R.L. Allan's are well know for producing (probably) the best leather bound Bibles in the world.

From their website (Bibles Direct - Home)

"R.L.Allan & Son Publishers Ltd have now been appointed by Her Majesty Queen Elizabeth as official publishers of the King James Authorized Version in Scotland where the Sovereign holds the perpetual copyright.

We will soon be celebrating the quadcentennial of the first edition of the KJV Bible which was originally printed in 1611.

The 400th anniversary edition Longprimer Blue #53BL will be released first week in December, and can be pre-ordered now at £110. It will be bound in Atlantic blue calfskin with red ribbon markers and blue under gold page edges."

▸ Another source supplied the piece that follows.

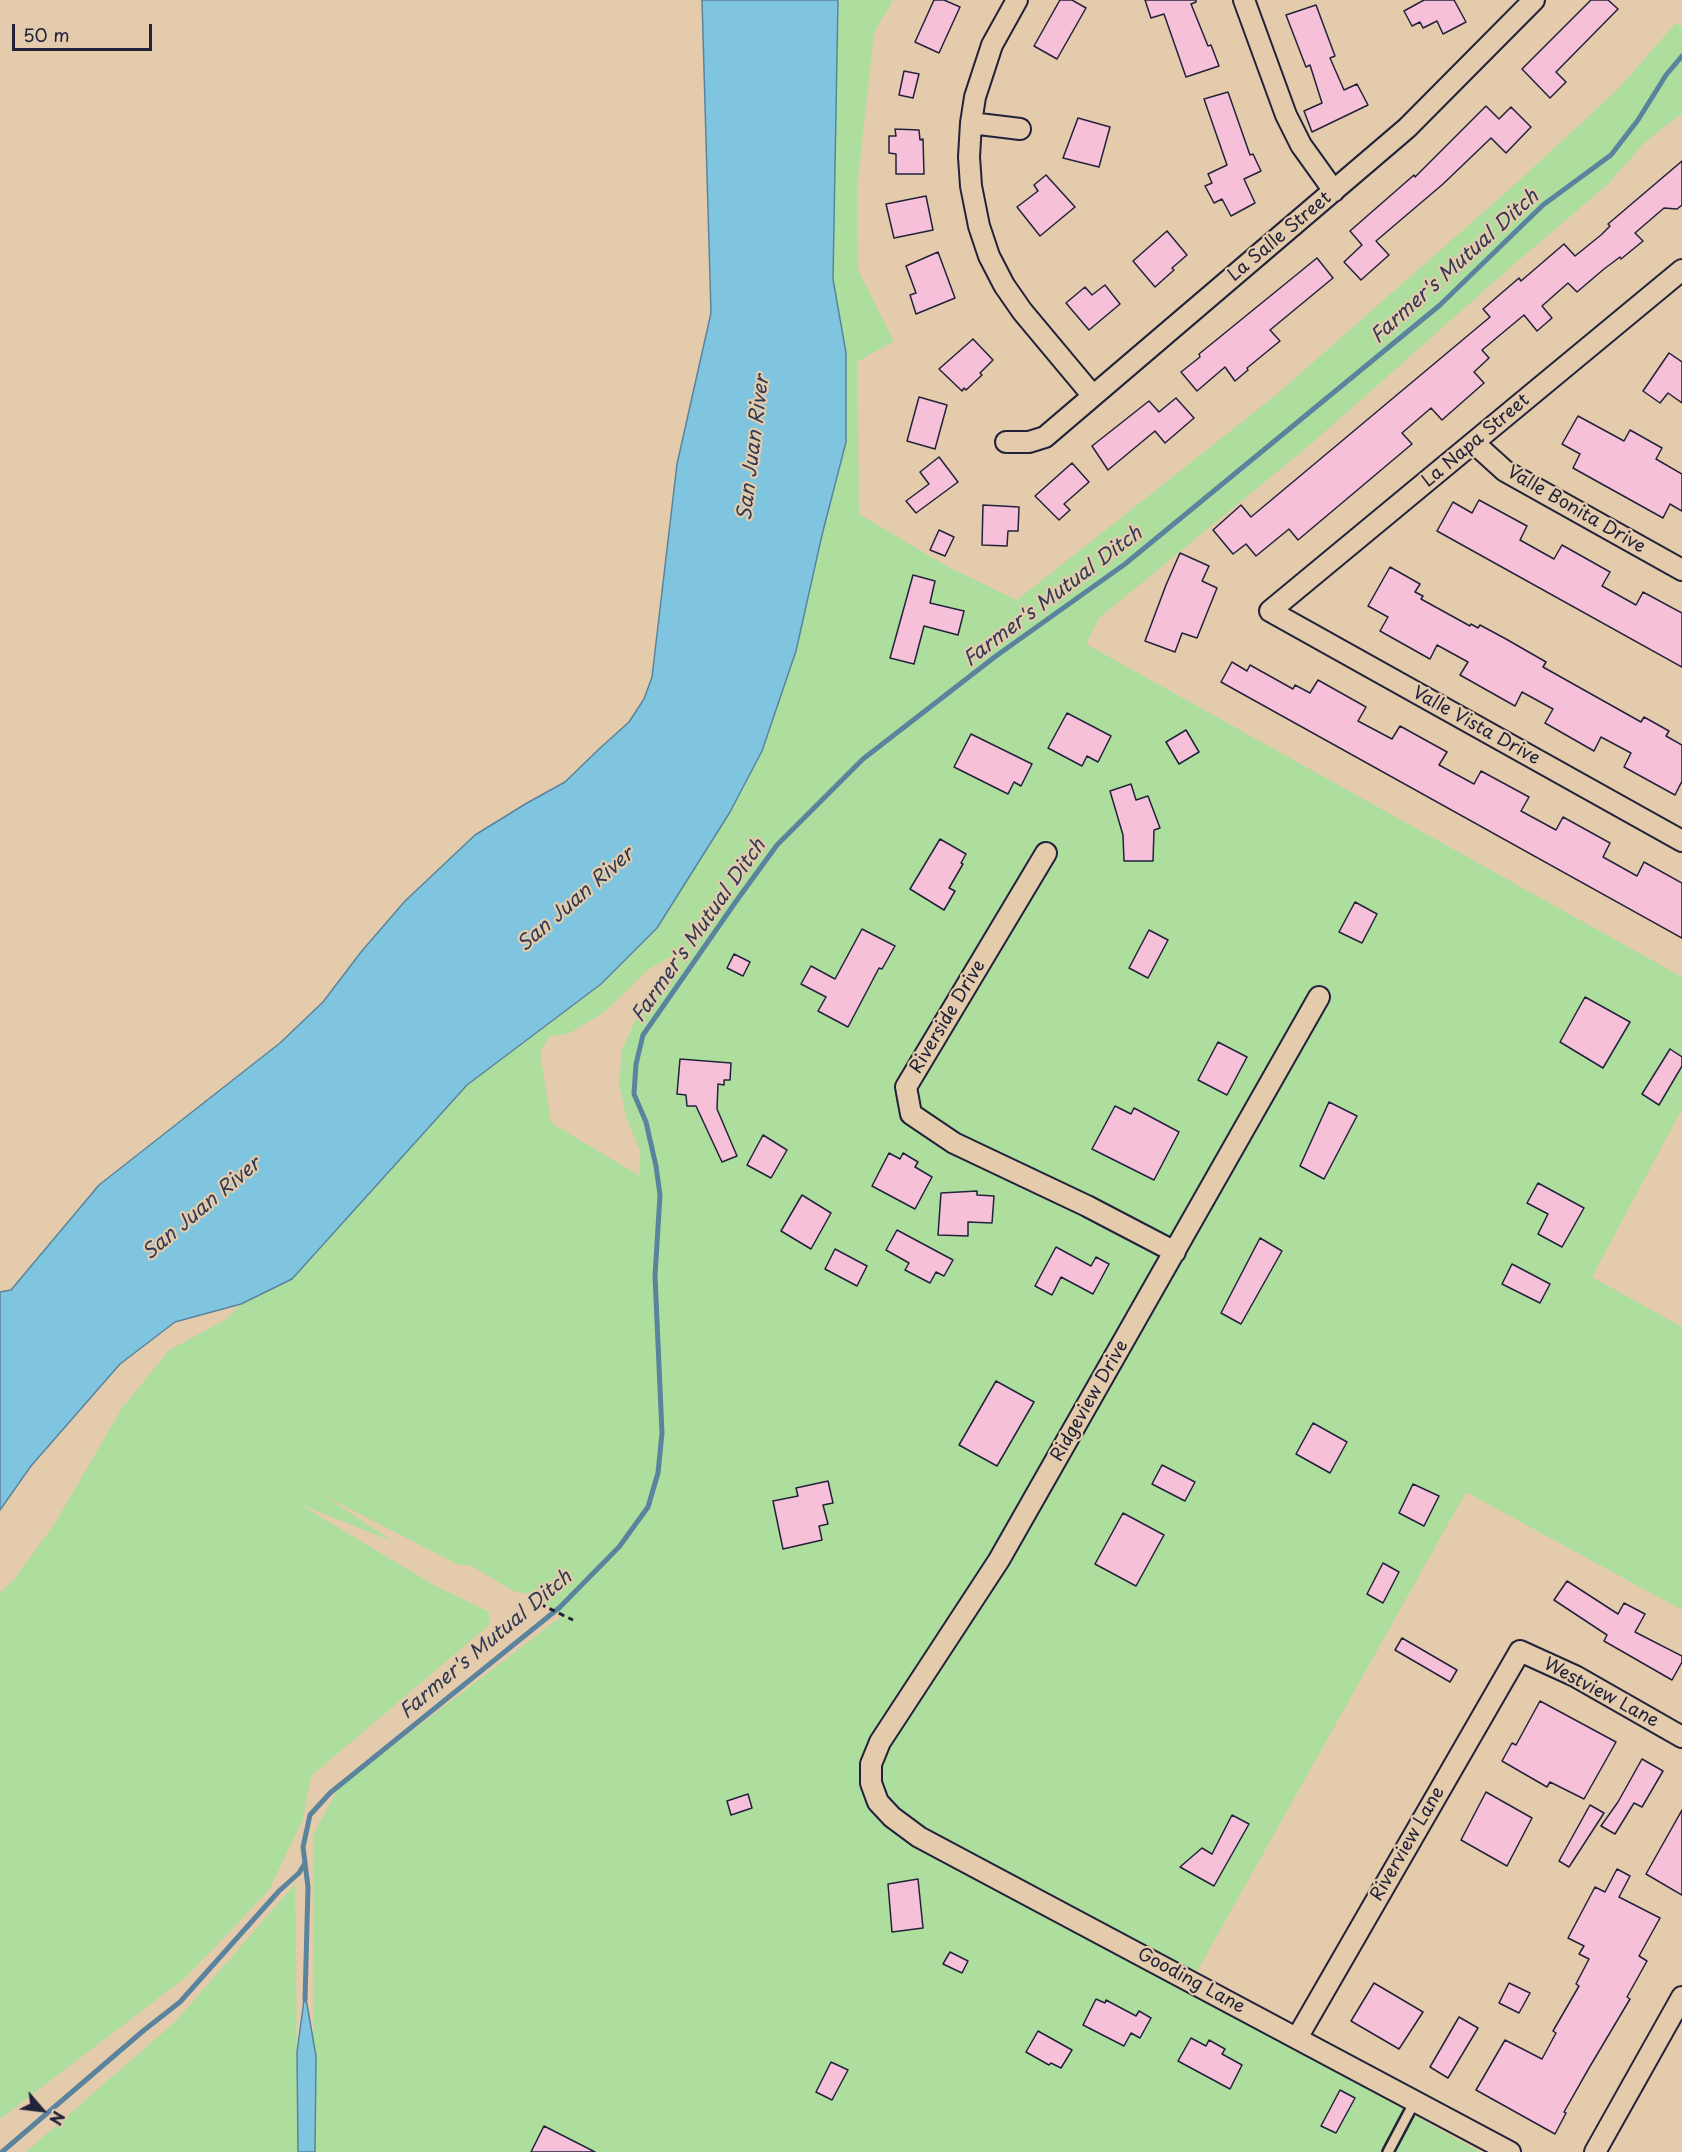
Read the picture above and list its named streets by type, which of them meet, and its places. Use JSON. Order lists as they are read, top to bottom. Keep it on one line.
{"streets":{"street":["La Salle Street","La Napa Street","Valle Bonita Drive","Valle Vista Drive","Riverside Drive","Ridgeview Drive","Westview Lane","Riverview Lane","Gooding Lane"]},"crossings":[["La Napa Street","Valle Bonita Drive"],["La Napa Street","Valle Vista Drive"],["Riverside Drive","Ridgeview Drive"],["Ridgeview Drive","Gooding Lane"],["Westview Lane","Riverview Lane"],["Riverview Lane","Gooding Lane"]],"water":["Farmer's Mutual Ditch","San Juan River"],"scale_bar":"50 m","north":"bottom right"}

For reviews of previous Allan's Bibles see Bible Design and Binding

(Note the Authorised / King James Bible is not copyright-free as is often assumed , but as the above quote indicates copyright is held by the British Sovereign).

The Allan's commemorative edition will be well worth looking out for.


----------



## bookslover (Dec 2, 2010)

Bradwardine said:


> (Note the Authorised / King James Bible is not copyright-free as is often assumed , but as the above quote indicates copyright is held by the British Sovereign).


 
So, do American publishers of the KJV actually literally get permission from Her Majesty's Government to publish it? One wonders...


----------



## LawrenceU (Dec 2, 2010)

Jason, where did you read the particulars on the upcoming bible? I could not find it on TBS' website.


----------



## JM (Dec 2, 2010)

I sent an email asking TBS if they were publishing any new Bibles to mark the 400 year anniversary of the AV and David Larlham (Assistant General Secretary) reply with the quote I posted in the op. I'm looking forward to this new edition but the response was limited and so I sent another email with more questions, I'll post the answers when/if he responds. 

j


----------



## SolaGratia (Dec 3, 2010)

According to what I heard from TBS, only John Brown of Haddington Reference System is going to be included in this KJV Bible, not his commentary study notes.


----------



## JM (Dec 3, 2010)

Right, just the cross reference system.


----------



## Bradwardine (Dec 3, 2010)

bookslover said:


> Bradwardine said:
> 
> 
> > (Note the Authorised / King James Bible is not copyright-free as is often assumed , but as the above quote indicates copyright is held by the British Sovereign).
> ...


 
That's the problem with the colonies and their revolutions !


----------



## C. M. Sheffield (Dec 3, 2010)

There is also this one from Oxford: 

The King James Bible: 400th Anniversary Edition


----------



## Phil D. (Dec 3, 2010)

Speaking of the original KJV, I have an original title page folio (for 1st Corinthians) from a 1611 first edition pulpit Bible, of which about 1500 were produced. Very cool.


----------



## tleaf (Dec 3, 2010)

The "Self-Interpreting Bible" has many resources, even though dated, including photographs of the bible lands, etc., much like the Thompson bibles. You can download and print portions at The Self-Interpreting Bible by the Rev. John Brown.

I find these older bibles much more interesting than the plethora of "modern" ones.


----------